┌──

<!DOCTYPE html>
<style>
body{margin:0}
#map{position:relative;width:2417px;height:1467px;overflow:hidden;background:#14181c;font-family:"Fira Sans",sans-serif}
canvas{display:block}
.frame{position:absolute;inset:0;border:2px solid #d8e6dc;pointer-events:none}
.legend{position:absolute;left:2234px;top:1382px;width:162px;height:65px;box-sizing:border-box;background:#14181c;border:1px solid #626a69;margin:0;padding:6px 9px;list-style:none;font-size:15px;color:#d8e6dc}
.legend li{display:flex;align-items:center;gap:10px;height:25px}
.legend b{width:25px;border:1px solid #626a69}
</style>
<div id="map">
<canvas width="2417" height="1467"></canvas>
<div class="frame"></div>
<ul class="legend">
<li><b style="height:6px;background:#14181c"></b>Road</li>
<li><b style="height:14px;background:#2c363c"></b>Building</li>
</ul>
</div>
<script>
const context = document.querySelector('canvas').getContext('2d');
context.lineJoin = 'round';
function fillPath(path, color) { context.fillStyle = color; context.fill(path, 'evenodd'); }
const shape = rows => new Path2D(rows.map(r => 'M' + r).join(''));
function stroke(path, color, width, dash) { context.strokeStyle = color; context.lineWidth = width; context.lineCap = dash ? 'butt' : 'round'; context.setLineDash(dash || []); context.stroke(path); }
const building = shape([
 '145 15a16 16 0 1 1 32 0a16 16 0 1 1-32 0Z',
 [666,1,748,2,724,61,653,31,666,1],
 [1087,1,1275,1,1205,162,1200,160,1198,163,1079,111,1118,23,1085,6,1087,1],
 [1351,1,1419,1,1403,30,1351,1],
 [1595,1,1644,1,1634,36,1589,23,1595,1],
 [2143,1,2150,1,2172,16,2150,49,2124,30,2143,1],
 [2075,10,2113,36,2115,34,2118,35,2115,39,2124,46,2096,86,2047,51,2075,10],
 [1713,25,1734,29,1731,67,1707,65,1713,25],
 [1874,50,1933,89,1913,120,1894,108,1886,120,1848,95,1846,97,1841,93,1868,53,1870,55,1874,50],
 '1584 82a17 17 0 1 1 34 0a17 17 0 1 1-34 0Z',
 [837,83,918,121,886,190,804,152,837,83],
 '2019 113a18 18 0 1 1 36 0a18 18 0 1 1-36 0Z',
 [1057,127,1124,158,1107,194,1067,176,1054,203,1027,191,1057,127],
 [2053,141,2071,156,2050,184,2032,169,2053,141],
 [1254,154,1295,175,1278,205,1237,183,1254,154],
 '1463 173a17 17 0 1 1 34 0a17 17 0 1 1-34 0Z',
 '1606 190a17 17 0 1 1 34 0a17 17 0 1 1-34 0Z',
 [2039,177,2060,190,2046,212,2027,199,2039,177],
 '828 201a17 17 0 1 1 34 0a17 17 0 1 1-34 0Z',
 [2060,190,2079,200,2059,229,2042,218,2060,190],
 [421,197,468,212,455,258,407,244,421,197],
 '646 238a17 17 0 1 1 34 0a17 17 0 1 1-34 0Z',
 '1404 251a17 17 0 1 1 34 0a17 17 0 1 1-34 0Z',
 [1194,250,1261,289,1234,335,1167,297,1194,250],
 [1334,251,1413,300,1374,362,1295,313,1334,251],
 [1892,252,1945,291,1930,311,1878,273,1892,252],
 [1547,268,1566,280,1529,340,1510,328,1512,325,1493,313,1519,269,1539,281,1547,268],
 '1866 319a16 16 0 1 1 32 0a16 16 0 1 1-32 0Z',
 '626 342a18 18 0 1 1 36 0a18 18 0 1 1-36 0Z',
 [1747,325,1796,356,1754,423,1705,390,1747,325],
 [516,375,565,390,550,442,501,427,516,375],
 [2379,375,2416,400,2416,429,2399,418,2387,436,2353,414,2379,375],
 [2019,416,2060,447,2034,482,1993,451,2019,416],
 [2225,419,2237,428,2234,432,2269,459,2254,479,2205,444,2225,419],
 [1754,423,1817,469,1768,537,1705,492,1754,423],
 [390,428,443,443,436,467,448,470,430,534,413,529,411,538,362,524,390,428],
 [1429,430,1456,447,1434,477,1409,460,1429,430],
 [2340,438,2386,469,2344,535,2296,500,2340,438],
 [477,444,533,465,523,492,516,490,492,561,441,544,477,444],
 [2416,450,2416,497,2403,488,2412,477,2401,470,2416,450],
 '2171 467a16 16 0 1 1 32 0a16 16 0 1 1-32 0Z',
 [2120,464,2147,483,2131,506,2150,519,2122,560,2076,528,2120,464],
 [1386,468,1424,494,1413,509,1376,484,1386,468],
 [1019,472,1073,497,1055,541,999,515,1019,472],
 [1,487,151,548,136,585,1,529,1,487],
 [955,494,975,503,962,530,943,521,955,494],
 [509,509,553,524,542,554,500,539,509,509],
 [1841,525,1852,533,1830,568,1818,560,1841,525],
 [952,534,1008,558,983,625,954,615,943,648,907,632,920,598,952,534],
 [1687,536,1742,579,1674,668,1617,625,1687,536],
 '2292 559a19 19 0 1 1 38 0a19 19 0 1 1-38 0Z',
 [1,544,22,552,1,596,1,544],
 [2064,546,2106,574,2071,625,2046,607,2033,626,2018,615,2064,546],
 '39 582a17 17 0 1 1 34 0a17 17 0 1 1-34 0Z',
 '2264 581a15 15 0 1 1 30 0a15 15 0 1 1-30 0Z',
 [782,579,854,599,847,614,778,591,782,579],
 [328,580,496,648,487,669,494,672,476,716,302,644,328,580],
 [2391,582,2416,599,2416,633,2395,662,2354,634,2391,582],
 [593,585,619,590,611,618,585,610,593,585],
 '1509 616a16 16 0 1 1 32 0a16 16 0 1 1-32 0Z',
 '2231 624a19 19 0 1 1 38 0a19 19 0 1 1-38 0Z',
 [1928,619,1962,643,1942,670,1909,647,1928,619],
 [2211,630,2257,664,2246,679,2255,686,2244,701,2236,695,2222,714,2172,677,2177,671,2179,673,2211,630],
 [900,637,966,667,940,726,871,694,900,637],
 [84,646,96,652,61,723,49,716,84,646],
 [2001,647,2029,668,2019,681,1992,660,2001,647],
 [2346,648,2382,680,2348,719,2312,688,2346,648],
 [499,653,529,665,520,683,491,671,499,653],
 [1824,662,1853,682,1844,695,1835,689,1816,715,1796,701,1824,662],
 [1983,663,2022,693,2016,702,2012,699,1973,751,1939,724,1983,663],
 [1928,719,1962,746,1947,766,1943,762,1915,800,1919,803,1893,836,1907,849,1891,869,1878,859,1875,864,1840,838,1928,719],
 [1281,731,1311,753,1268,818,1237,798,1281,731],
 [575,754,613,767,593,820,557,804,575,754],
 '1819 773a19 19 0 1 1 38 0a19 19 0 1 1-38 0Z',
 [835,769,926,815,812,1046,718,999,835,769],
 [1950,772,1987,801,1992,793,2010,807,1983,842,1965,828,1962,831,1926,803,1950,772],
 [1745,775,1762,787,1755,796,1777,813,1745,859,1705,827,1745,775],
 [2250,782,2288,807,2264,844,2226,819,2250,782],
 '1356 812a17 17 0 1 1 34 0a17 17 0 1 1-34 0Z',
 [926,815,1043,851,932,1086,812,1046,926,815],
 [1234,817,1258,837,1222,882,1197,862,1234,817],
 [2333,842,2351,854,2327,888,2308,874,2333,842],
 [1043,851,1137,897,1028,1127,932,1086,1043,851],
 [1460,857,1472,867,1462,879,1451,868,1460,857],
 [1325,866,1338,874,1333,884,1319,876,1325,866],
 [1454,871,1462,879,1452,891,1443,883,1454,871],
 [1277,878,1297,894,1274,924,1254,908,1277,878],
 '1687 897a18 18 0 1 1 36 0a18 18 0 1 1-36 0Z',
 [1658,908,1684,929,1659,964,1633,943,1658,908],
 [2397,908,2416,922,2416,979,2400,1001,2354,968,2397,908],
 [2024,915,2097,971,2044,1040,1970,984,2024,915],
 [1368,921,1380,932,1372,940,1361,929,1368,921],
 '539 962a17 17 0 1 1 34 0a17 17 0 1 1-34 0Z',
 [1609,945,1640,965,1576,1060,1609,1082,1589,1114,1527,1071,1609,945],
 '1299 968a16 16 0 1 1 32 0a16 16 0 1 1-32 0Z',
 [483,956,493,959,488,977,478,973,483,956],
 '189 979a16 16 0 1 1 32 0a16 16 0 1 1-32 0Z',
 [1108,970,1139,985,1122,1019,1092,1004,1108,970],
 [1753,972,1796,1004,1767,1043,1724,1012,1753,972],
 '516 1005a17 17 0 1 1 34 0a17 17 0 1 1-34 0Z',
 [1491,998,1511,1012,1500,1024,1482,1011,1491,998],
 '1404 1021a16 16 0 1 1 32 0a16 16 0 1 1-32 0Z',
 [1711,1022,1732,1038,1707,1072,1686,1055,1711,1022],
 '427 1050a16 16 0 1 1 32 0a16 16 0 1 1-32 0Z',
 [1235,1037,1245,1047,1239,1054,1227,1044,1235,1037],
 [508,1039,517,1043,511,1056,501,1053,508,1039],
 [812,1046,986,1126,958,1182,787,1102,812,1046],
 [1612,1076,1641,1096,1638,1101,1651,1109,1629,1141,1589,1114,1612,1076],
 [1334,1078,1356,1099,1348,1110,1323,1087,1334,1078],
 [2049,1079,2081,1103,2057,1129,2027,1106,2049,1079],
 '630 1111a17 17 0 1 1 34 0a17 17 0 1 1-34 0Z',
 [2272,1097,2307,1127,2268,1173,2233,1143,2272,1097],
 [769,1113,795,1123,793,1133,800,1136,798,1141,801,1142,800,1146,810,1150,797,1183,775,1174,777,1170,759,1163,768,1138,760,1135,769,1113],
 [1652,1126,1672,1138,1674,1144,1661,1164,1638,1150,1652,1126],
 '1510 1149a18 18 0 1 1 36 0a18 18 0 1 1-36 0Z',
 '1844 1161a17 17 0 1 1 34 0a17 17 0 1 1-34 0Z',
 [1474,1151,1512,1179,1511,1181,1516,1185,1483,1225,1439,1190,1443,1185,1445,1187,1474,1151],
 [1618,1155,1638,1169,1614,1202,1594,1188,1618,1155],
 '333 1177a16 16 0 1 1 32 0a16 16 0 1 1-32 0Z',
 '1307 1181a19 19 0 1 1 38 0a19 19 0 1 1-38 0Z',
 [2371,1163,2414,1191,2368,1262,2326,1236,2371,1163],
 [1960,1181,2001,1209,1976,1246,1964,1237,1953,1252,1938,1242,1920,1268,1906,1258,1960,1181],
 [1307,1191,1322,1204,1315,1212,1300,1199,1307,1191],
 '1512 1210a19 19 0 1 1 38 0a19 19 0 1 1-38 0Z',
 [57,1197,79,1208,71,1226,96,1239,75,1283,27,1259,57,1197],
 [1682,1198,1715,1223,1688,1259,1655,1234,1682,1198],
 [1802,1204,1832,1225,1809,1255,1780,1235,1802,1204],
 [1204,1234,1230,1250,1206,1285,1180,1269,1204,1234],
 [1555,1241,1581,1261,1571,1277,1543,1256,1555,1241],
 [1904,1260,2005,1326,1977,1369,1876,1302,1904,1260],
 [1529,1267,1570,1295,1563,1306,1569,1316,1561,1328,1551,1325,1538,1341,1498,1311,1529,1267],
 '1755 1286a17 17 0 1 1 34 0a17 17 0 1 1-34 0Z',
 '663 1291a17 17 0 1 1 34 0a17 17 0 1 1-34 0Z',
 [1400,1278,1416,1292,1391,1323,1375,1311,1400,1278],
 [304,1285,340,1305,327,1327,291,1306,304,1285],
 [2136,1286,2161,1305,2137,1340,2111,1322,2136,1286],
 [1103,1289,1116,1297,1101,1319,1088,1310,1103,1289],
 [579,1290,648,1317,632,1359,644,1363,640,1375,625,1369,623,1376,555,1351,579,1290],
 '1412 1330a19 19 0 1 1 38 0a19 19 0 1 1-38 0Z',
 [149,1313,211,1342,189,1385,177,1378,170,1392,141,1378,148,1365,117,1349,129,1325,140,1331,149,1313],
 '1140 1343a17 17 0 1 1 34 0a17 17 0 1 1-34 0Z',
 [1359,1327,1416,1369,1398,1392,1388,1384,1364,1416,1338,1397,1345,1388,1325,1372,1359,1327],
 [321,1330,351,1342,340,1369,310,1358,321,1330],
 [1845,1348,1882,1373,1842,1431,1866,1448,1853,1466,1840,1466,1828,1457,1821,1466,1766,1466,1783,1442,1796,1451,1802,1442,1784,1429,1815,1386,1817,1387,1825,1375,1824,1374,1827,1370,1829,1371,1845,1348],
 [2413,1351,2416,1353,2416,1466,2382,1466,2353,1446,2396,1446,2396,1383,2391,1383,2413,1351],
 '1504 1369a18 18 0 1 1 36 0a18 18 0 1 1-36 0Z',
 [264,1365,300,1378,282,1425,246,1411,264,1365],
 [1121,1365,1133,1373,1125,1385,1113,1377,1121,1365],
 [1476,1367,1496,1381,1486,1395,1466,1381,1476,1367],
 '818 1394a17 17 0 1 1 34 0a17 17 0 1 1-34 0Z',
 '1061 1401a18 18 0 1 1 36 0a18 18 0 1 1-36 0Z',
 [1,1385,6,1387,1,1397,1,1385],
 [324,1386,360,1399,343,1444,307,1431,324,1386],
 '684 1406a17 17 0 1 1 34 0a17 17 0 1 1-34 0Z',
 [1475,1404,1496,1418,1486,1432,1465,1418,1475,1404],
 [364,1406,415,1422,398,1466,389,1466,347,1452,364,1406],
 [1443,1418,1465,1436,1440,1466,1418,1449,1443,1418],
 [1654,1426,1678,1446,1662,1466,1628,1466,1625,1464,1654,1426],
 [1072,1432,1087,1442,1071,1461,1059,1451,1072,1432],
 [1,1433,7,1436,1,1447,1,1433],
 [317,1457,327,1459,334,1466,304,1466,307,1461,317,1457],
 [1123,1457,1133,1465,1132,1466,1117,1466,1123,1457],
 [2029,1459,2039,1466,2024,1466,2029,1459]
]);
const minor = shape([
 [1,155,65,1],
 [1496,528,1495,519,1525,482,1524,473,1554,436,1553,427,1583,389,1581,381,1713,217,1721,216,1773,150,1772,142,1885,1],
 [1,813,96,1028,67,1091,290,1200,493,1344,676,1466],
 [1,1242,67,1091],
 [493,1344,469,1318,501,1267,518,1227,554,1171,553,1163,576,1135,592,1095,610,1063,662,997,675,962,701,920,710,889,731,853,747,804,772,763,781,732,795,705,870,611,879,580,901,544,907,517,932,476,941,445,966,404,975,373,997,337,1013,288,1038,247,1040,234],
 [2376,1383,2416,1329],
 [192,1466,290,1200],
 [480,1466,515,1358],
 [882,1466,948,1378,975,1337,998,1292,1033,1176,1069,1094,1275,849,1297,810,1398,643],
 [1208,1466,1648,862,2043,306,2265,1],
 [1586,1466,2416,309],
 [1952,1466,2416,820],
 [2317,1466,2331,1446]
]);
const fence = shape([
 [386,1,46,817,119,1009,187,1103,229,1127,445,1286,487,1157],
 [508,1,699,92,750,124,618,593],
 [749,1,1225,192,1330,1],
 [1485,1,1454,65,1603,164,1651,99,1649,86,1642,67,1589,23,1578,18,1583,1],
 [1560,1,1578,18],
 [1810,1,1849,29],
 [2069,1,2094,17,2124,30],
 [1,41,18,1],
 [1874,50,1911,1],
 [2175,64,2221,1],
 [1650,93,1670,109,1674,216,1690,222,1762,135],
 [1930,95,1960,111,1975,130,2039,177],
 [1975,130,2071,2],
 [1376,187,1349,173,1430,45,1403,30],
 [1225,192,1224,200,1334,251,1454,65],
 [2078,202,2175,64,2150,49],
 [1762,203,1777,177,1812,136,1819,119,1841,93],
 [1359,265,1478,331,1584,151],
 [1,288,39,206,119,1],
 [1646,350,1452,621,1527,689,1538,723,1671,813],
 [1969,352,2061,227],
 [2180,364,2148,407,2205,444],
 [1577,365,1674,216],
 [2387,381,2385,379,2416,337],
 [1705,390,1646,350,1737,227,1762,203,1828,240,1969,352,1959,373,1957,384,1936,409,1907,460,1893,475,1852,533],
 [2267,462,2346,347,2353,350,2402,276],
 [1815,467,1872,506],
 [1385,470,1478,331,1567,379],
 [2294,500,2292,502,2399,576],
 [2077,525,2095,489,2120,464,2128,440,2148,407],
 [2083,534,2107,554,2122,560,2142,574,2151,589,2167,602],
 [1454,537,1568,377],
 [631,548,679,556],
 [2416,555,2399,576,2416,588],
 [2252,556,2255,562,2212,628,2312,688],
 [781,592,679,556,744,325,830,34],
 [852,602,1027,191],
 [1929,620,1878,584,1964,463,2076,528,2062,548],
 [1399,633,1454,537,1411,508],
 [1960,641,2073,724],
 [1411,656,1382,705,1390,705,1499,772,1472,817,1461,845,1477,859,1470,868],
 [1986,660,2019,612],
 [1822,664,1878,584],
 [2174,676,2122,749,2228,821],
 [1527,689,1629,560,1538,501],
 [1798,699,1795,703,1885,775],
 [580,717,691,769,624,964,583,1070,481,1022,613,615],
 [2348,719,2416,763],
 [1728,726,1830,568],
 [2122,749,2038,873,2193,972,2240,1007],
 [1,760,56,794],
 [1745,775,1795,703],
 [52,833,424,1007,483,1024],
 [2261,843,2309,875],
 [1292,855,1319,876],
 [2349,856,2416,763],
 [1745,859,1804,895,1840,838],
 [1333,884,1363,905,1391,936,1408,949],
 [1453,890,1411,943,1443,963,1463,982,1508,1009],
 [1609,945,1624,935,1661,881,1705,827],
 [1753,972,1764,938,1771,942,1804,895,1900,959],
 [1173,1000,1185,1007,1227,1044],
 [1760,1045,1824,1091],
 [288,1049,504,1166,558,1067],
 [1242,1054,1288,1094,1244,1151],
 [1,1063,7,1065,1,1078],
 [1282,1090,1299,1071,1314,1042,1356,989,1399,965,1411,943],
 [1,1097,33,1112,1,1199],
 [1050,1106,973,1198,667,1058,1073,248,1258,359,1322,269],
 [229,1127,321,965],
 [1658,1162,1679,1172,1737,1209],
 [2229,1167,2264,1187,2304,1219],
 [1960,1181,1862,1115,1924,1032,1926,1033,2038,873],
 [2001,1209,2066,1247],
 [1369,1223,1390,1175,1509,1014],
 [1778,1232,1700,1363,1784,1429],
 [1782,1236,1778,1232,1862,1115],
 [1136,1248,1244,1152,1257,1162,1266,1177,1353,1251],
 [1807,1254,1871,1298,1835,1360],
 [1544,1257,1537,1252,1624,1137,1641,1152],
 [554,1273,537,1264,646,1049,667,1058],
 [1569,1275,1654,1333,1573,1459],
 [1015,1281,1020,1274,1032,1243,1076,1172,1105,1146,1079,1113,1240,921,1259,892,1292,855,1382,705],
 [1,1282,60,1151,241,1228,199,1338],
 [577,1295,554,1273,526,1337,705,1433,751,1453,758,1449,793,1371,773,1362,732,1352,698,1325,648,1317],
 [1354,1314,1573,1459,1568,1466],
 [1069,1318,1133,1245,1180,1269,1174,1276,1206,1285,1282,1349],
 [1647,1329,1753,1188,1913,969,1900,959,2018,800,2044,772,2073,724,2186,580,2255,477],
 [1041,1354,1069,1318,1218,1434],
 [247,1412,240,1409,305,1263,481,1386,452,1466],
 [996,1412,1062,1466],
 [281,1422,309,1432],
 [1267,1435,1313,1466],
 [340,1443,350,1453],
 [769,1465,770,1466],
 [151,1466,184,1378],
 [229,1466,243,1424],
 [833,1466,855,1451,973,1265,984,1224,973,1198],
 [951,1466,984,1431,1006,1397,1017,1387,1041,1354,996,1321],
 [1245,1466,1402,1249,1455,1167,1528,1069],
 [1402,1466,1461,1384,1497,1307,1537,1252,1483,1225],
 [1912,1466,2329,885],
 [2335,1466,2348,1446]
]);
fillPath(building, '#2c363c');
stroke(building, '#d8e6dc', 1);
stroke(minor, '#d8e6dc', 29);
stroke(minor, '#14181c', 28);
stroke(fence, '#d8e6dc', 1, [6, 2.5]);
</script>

└──

Working from the records above, write out verbatim only the lines from the line containing "1343a17 17 0" through the line containing "1369a18 18 0".

 '1140 1343a17 17 0 1 1 34 0a17 17 0 1 1-34 0Z',
 [1359,1327,1416,1369,1398,1392,1388,1384,1364,1416,1338,1397,1345,1388,1325,1372,1359,1327],
 [321,1330,351,1342,340,1369,310,1358,321,1330],
 [1845,1348,1882,1373,1842,1431,1866,1448,1853,1466,1840,1466,1828,1457,1821,1466,1766,1466,1783,1442,1796,1451,1802,1442,1784,1429,1815,1386,1817,1387,1825,1375,1824,1374,1827,1370,1829,1371,1845,1348],
 [2413,1351,2416,1353,2416,1466,2382,1466,2353,1446,2396,1446,2396,1383,2391,1383,2413,1351],
 '1504 1369a18 18 0 1 1 36 0a18 18 0 1 1-36 0Z',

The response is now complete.